Information supplied –
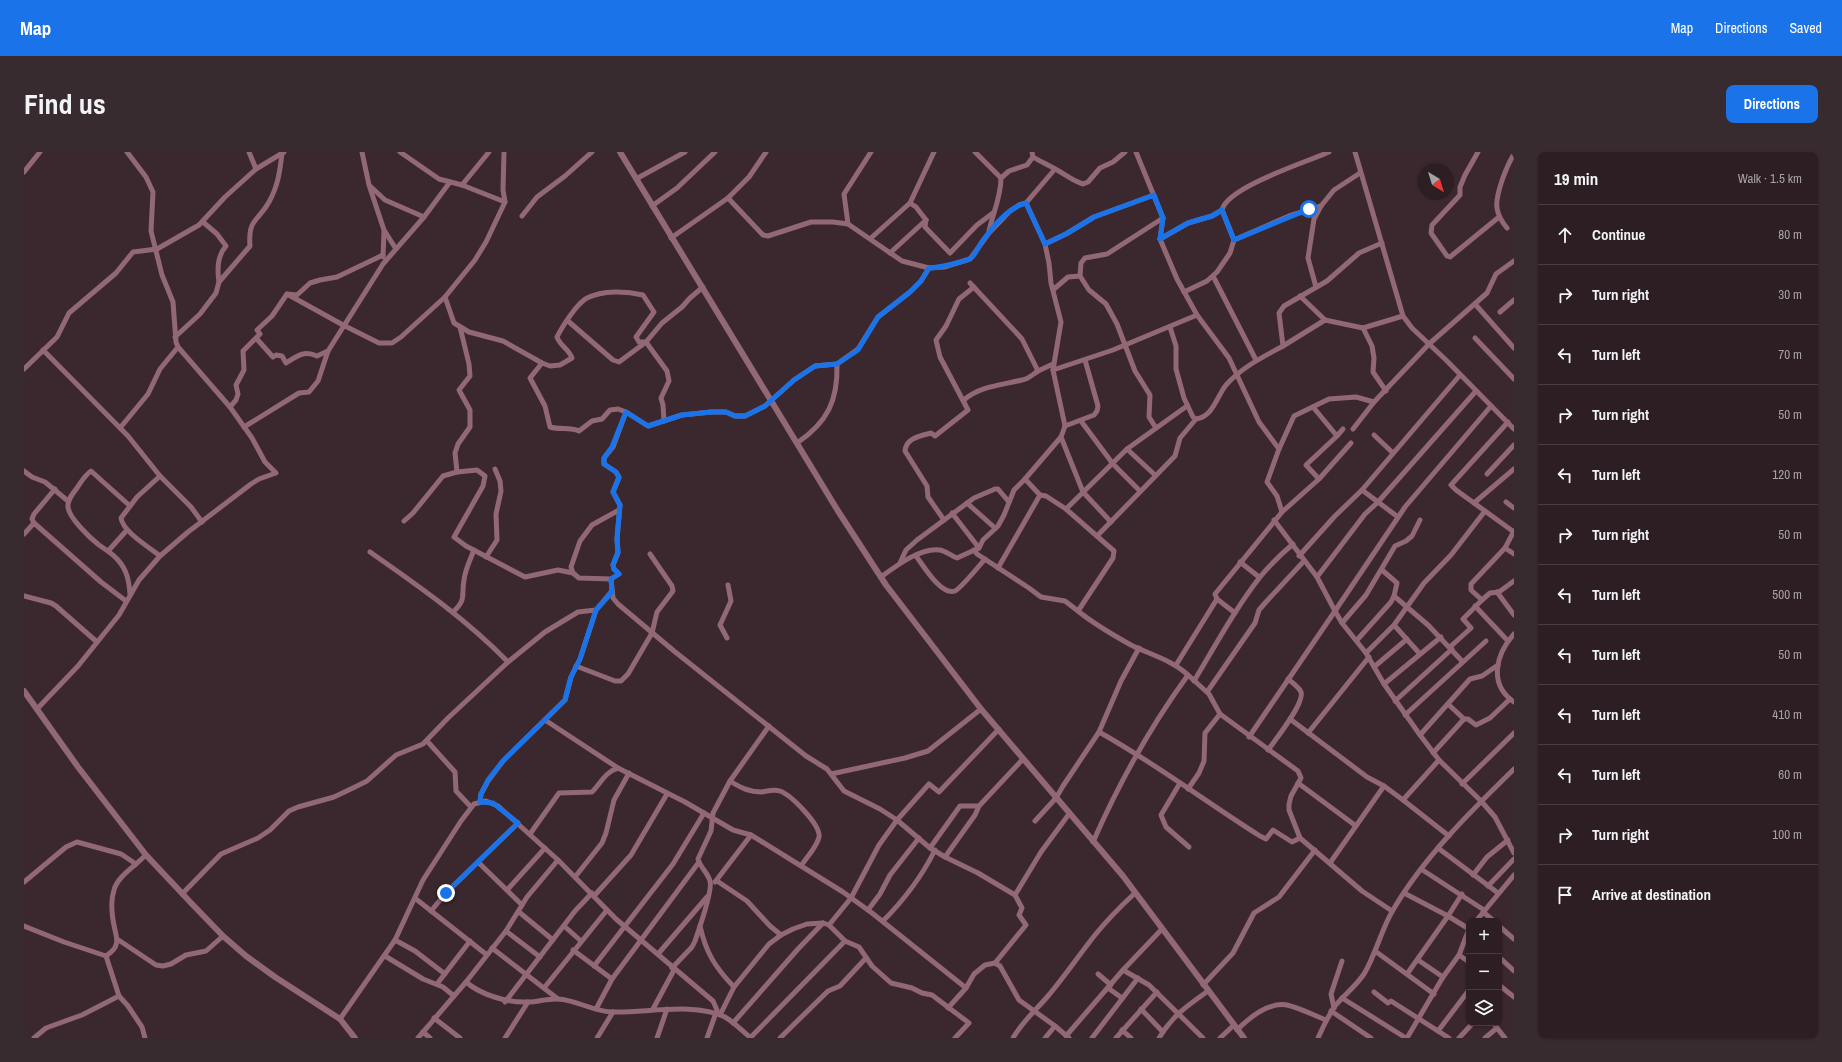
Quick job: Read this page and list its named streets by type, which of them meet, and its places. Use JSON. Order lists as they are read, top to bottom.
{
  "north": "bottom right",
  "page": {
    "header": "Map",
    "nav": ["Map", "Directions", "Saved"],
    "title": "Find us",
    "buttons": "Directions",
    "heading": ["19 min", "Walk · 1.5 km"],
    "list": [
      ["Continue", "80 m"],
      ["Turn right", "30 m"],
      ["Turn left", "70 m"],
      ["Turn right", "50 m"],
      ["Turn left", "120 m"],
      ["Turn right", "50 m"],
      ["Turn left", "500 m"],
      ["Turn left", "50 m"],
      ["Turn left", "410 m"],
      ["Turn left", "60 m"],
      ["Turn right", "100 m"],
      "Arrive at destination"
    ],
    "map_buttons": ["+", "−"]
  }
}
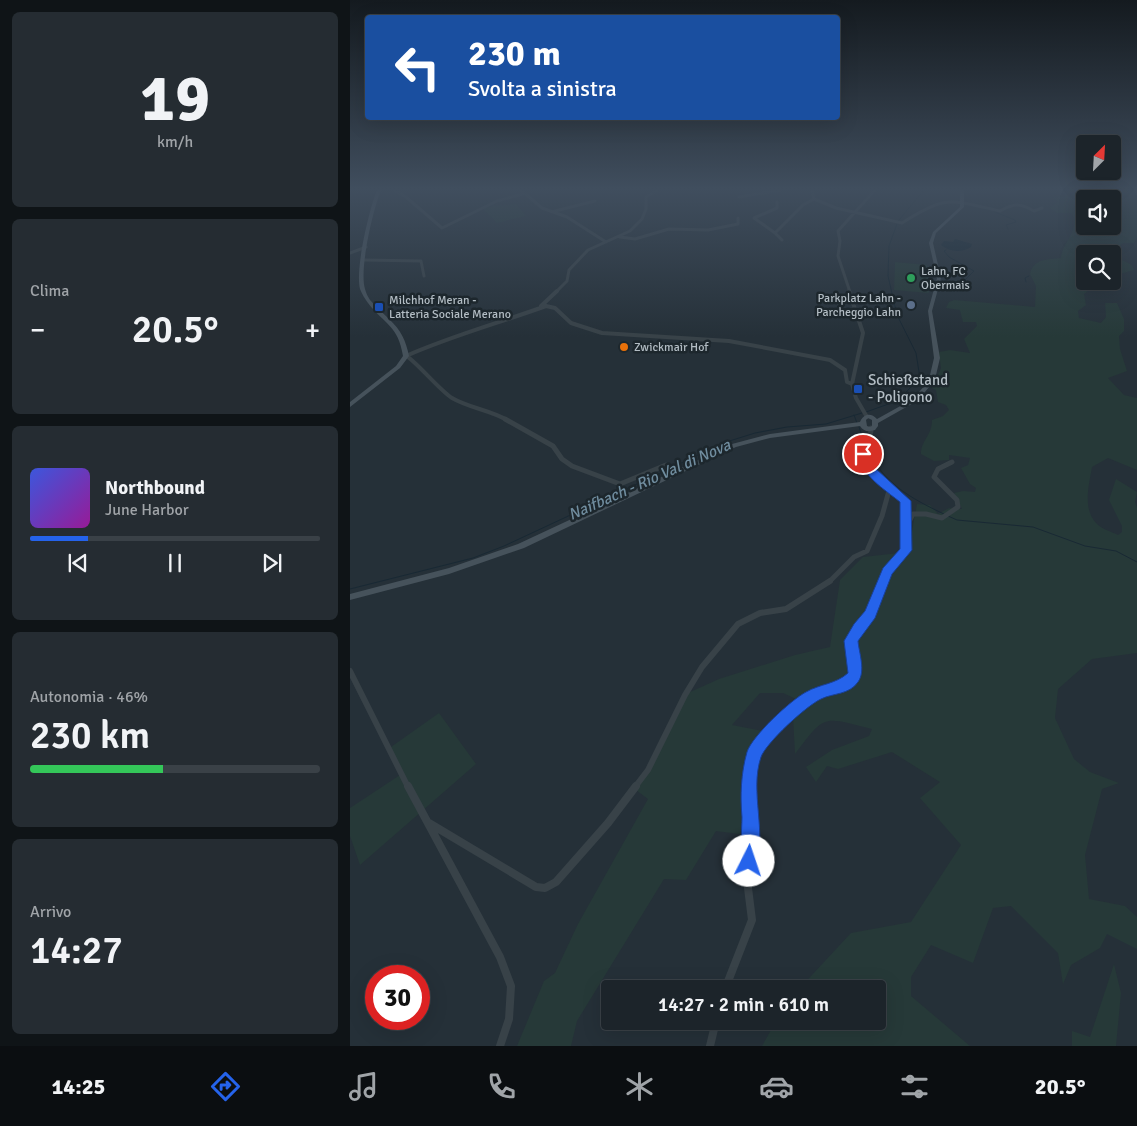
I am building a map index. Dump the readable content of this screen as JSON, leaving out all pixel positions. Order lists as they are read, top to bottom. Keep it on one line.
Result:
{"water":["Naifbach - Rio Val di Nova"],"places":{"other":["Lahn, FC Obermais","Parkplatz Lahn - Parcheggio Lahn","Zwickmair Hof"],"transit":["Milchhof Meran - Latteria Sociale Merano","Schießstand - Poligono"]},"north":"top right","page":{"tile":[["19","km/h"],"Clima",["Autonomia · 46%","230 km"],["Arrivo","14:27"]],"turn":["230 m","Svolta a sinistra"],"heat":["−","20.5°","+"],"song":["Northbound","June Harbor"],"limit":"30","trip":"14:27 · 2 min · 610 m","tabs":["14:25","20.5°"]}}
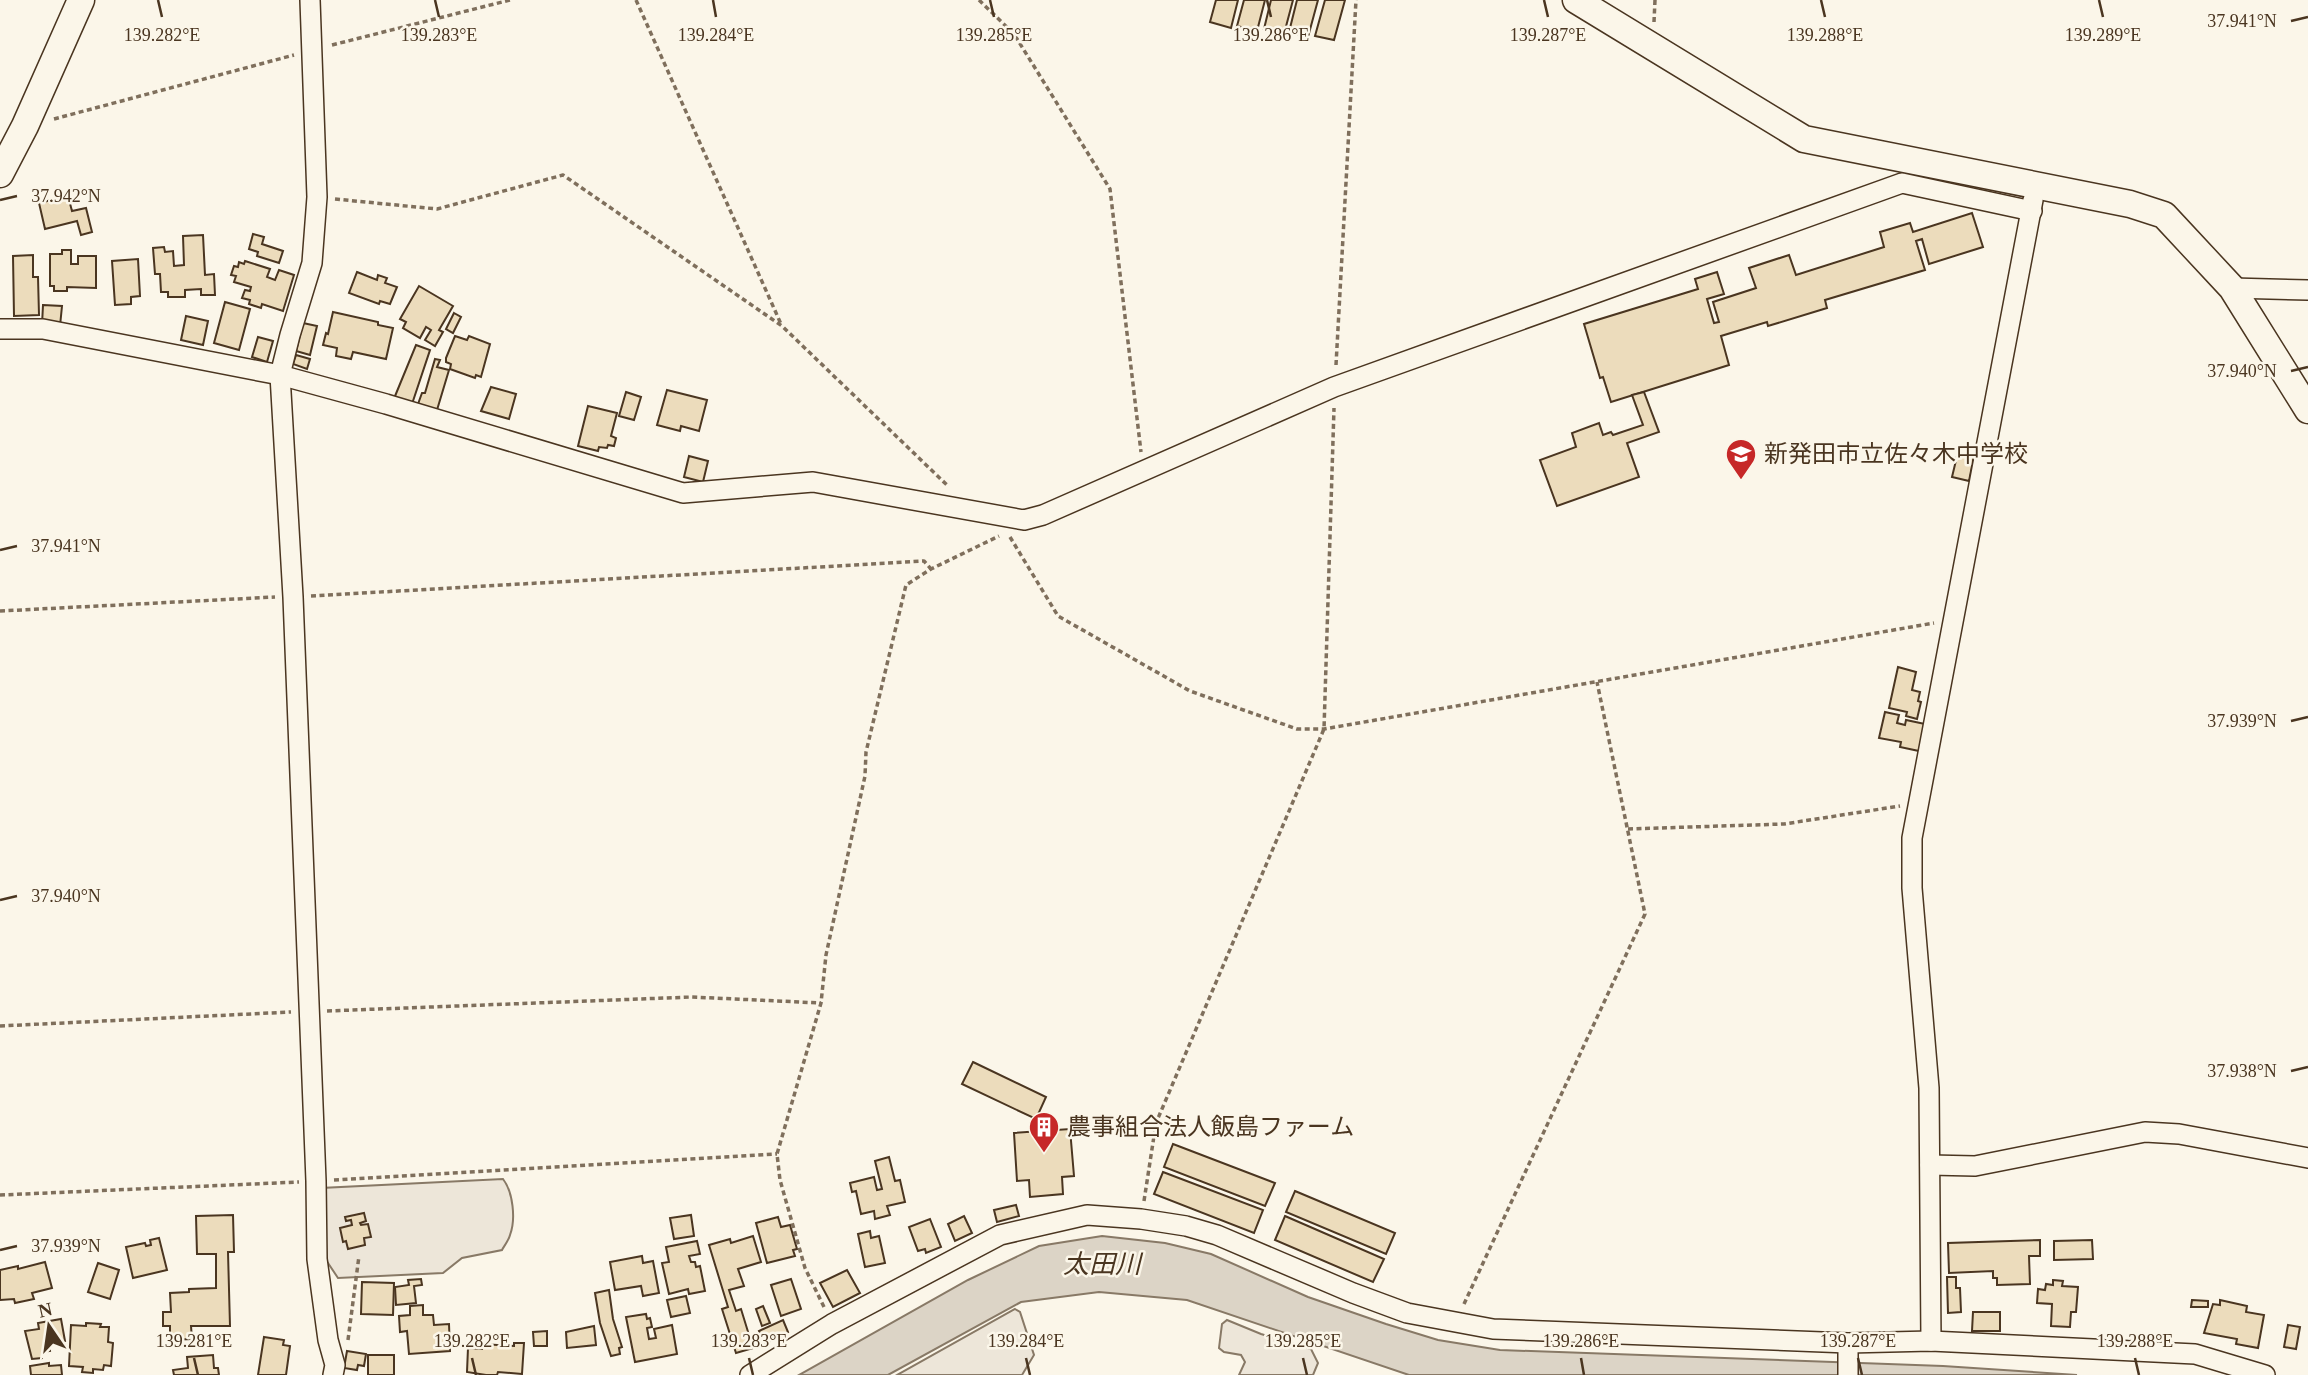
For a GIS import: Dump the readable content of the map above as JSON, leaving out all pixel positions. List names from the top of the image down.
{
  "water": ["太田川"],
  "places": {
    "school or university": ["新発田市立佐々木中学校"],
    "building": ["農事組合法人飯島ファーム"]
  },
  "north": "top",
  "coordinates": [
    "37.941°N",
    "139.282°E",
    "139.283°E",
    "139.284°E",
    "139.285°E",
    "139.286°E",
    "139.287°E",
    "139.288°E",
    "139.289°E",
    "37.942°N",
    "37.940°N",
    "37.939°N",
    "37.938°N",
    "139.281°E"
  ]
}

Exercise description –
Output each of the lines above exactly, apart from the images.

Task answer –
Quick job: Read this page and list its named streets by type, which of them meet, and its places. Use JSON. Order lists as they are read, top to bottom.
{
  "north": "bottom right",
  "page": {
    "header": "Map",
    "nav": ["Map", "Directions", "Saved"],
    "title": "Find us",
    "buttons": "Directions",
    "heading": ["19 min", "Walk · 1.5 km"],
    "list": [
      ["Continue", "80 m"],
      ["Turn right", "30 m"],
      ["Turn left", "70 m"],
      ["Turn right", "50 m"],
      ["Turn left", "120 m"],
      ["Turn right", "50 m"],
      ["Turn left", "500 m"],
      ["Turn left", "50 m"],
      ["Turn left", "410 m"],
      ["Turn left", "60 m"],
      ["Turn right", "100 m"],
      "Arrive at destination"
    ],
    "map_buttons": ["+", "−"]
  }
}
I am building a map index. Dump the readable content of this screen as JSON, leaving out all pixel positions. Order lists as they are read, top to bottom. Keep it on one line.
Result:
{"water":["Naifbach - Rio Val di Nova"],"places":{"other":["Lahn, FC Obermais","Parkplatz Lahn - Parcheggio Lahn","Zwickmair Hof"],"transit":["Milchhof Meran - Latteria Sociale Merano","Schießstand - Poligono"]},"north":"top right","page":{"tile":[["19","km/h"],"Clima",["Autonomia · 46%","230 km"],["Arrivo","14:27"]],"turn":["230 m","Svolta a sinistra"],"heat":["−","20.5°","+"],"song":["Northbound","June Harbor"],"limit":"30","trip":"14:27 · 2 min · 610 m","tabs":["14:25","20.5°"]}}
For a GIS import: Dump the readable content of the map above as JSON, leaving out all pixel positions. List names from the top of the image down.
{
  "water": ["太田川"],
  "places": {
    "school or university": ["新発田市立佐々木中学校"],
    "building": ["農事組合法人飯島ファーム"]
  },
  "north": "top",
  "coordinates": [
    "37.941°N",
    "139.282°E",
    "139.283°E",
    "139.284°E",
    "139.285°E",
    "139.286°E",
    "139.287°E",
    "139.288°E",
    "139.289°E",
    "37.942°N",
    "37.940°N",
    "37.939°N",
    "37.938°N",
    "139.281°E"
  ]
}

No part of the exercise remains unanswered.